# [TASK PROMPT]
From the entries below, output the line with "height:21px; margin:-10.5px; padding:0" and each following line up to and including the line with "translate:-50% -50%; white-space:nowrap;", exactly as written.

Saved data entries
|---|
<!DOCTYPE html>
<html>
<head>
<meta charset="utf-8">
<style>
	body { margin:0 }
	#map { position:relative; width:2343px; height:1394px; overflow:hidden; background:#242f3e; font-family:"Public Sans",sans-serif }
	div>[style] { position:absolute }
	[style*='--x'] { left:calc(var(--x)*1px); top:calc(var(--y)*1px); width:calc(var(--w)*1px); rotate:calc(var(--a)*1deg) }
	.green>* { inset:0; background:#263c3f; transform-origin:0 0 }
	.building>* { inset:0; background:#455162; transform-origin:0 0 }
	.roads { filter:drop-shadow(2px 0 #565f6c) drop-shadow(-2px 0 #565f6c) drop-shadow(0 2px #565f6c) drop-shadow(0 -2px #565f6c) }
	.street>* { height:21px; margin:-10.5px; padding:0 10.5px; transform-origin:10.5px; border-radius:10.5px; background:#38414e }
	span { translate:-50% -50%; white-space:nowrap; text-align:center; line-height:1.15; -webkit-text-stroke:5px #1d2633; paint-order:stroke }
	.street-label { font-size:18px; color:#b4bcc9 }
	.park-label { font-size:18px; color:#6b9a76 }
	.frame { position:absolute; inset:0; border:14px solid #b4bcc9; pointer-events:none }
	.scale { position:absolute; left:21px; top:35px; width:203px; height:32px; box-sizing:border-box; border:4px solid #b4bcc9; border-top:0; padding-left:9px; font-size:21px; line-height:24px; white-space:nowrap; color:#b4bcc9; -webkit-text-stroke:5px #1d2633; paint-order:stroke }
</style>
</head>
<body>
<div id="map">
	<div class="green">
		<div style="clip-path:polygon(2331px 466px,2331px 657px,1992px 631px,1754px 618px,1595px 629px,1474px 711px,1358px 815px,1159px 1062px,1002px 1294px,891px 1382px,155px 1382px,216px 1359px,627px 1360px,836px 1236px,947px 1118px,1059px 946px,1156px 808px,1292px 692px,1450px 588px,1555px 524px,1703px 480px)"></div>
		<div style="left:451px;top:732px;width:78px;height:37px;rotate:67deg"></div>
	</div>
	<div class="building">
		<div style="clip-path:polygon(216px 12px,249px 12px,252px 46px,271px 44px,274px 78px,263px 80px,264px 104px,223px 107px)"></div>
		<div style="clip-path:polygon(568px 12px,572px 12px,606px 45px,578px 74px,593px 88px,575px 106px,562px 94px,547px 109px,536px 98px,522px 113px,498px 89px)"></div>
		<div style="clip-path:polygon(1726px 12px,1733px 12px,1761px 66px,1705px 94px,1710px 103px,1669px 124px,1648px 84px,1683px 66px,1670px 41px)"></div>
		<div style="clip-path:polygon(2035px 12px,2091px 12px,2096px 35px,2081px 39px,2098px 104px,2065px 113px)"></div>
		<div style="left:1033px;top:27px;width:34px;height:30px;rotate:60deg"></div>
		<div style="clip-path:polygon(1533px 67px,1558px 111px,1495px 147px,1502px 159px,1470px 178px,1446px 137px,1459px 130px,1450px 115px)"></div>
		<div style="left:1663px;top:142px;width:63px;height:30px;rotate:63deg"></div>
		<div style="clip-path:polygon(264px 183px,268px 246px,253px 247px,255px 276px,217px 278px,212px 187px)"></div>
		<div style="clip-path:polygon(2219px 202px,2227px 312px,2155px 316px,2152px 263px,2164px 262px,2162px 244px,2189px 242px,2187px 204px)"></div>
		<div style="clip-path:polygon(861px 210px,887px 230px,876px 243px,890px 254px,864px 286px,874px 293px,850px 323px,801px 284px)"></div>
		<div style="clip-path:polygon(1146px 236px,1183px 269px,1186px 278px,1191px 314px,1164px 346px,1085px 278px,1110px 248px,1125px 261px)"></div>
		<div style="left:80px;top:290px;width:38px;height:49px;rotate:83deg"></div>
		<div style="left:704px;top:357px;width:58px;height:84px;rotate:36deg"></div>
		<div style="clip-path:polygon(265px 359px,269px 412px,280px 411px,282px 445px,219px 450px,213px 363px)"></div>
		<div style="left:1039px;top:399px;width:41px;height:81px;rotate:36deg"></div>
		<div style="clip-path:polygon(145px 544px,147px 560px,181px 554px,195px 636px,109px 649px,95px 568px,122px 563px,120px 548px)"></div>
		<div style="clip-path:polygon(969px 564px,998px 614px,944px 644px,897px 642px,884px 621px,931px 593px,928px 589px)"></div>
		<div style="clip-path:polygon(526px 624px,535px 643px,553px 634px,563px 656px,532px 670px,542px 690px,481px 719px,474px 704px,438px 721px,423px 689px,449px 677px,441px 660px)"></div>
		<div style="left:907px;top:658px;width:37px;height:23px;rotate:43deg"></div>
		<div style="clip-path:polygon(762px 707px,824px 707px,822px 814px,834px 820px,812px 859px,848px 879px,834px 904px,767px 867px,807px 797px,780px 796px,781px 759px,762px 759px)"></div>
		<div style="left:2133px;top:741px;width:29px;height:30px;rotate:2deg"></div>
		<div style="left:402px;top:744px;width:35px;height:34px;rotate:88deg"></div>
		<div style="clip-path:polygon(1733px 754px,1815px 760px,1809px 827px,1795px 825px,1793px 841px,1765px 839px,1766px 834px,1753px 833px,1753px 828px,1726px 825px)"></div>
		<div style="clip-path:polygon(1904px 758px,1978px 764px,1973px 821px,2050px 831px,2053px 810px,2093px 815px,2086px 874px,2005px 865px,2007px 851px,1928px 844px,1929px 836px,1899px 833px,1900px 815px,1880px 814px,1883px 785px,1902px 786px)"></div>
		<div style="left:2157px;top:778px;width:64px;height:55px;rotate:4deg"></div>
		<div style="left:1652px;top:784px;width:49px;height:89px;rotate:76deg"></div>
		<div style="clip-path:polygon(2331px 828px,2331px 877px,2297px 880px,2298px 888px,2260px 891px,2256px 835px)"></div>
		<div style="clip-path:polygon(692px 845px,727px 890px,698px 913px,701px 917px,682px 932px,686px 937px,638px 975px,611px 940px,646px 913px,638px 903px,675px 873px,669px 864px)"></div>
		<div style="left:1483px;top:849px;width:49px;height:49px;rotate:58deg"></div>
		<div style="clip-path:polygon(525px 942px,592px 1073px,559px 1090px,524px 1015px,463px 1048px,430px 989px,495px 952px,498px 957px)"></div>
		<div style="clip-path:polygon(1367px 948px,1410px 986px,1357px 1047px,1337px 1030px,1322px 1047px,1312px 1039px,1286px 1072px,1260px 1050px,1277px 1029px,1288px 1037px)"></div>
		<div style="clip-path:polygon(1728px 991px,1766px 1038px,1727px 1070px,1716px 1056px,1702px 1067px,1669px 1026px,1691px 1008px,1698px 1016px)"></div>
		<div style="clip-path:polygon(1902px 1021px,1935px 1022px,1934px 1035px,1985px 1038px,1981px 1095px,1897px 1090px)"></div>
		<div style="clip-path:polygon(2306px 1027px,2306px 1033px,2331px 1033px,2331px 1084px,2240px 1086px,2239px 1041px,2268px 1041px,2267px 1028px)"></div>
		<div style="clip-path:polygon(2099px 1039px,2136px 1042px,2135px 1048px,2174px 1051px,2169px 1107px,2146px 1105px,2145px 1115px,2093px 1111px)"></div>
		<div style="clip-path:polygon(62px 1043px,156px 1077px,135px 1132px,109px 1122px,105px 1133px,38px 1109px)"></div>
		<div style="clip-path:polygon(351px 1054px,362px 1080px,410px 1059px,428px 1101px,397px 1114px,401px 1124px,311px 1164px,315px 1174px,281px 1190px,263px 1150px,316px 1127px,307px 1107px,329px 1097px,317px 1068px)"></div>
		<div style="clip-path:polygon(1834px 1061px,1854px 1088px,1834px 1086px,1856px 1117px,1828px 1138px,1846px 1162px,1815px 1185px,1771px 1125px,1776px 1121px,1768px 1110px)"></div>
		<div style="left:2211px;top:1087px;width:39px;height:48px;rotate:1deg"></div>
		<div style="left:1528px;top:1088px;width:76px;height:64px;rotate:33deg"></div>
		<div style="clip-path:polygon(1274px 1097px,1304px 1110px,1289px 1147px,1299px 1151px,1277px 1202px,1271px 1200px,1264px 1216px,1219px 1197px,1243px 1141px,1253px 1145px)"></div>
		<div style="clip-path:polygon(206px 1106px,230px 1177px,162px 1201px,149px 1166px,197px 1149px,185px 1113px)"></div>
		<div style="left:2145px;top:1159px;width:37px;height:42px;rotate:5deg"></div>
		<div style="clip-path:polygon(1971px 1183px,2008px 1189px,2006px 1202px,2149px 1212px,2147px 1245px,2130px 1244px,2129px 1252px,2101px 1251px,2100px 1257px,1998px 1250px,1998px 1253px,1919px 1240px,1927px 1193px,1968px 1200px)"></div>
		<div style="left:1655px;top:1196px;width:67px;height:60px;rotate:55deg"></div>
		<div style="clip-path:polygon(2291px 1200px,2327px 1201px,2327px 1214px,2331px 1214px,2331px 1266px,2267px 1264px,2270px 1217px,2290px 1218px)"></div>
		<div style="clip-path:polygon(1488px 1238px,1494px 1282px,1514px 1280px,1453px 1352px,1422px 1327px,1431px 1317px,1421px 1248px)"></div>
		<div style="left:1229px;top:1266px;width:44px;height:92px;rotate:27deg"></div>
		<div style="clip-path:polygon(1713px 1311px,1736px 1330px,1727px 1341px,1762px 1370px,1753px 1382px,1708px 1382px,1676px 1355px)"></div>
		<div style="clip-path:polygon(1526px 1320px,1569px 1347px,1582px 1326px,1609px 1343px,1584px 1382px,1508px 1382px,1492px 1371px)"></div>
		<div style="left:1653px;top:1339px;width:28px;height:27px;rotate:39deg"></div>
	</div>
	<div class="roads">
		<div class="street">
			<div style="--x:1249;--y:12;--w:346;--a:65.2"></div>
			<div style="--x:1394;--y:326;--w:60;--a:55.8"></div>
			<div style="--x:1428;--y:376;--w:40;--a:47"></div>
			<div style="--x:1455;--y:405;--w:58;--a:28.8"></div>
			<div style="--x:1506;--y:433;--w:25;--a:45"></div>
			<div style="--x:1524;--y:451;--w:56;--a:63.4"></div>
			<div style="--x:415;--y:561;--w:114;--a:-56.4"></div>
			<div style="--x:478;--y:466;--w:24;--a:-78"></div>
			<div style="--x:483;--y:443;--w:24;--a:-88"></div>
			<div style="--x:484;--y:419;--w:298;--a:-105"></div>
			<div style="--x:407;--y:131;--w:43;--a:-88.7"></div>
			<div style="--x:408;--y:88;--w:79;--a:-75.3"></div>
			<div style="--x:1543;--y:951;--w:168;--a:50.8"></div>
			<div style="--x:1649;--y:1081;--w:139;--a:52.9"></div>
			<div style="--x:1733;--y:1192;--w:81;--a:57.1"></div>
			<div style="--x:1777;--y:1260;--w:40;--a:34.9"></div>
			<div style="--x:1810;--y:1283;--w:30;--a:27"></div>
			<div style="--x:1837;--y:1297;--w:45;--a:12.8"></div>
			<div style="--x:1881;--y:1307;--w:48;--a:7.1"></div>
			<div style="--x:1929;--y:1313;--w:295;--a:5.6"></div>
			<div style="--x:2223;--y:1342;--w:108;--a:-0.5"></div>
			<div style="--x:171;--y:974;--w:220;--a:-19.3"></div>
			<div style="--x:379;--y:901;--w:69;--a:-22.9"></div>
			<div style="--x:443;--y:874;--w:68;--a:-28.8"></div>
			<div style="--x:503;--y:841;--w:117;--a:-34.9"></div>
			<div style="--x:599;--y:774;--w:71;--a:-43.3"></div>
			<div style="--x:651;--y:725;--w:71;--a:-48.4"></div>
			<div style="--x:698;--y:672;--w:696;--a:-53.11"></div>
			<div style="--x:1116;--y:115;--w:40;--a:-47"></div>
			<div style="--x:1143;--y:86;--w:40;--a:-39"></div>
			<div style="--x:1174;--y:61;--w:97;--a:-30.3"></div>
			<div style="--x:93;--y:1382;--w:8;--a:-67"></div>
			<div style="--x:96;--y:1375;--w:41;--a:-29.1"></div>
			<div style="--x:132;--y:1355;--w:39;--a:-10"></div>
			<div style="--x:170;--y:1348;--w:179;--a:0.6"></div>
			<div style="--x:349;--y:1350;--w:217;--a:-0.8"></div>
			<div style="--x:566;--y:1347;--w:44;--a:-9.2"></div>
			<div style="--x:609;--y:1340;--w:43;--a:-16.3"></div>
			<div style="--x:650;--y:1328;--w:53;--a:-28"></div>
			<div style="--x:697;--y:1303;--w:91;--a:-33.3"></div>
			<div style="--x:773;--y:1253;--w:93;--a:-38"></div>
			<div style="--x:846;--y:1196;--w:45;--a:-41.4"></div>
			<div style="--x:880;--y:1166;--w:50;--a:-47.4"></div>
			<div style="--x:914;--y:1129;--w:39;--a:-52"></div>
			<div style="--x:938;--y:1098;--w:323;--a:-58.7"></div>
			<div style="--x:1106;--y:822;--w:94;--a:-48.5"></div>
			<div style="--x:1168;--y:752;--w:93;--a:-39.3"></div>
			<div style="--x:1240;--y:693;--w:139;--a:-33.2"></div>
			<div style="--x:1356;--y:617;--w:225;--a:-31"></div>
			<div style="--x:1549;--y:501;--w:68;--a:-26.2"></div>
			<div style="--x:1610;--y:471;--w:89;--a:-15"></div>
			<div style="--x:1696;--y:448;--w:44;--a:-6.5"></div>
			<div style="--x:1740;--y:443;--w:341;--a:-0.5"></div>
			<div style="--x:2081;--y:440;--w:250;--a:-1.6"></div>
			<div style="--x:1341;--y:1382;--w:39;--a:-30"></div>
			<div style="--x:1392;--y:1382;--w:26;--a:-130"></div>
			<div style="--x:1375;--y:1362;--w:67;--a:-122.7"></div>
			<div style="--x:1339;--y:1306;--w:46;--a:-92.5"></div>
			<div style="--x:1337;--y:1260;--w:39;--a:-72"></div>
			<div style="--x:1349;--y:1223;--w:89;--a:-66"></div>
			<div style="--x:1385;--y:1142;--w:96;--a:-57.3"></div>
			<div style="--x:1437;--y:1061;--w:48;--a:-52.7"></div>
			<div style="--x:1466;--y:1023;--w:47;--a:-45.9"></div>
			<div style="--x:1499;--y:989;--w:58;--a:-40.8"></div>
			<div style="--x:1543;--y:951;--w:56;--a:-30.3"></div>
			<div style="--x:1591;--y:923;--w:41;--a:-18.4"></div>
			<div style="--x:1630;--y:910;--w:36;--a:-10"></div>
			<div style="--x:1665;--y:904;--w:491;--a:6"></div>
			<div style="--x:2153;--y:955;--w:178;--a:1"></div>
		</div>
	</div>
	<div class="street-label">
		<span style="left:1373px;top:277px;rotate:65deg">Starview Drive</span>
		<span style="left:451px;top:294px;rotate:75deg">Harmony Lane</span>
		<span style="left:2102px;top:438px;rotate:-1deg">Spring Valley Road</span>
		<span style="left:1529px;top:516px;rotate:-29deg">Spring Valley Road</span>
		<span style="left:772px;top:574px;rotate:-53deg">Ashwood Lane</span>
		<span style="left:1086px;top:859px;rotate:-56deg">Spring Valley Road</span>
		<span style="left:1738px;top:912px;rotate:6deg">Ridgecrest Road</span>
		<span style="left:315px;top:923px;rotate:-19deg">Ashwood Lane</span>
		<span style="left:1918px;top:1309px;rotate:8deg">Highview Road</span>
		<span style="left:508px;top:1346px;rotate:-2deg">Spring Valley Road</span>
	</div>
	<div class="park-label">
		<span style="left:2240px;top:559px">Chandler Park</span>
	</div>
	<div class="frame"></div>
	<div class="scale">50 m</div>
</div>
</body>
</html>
|---|
# [ANSWER SECTION]
	.street>* { height:21px; margin:-10.5px; padding:0 10.5px; transform-origin:10.5px; border-radius:10.5px; background:#38414e }
	span { translate:-50% -50%; white-space:nowrap; text-align:center; line-height:1.15; -webkit-text-stroke:5px #1d2633; paint-order:stroke }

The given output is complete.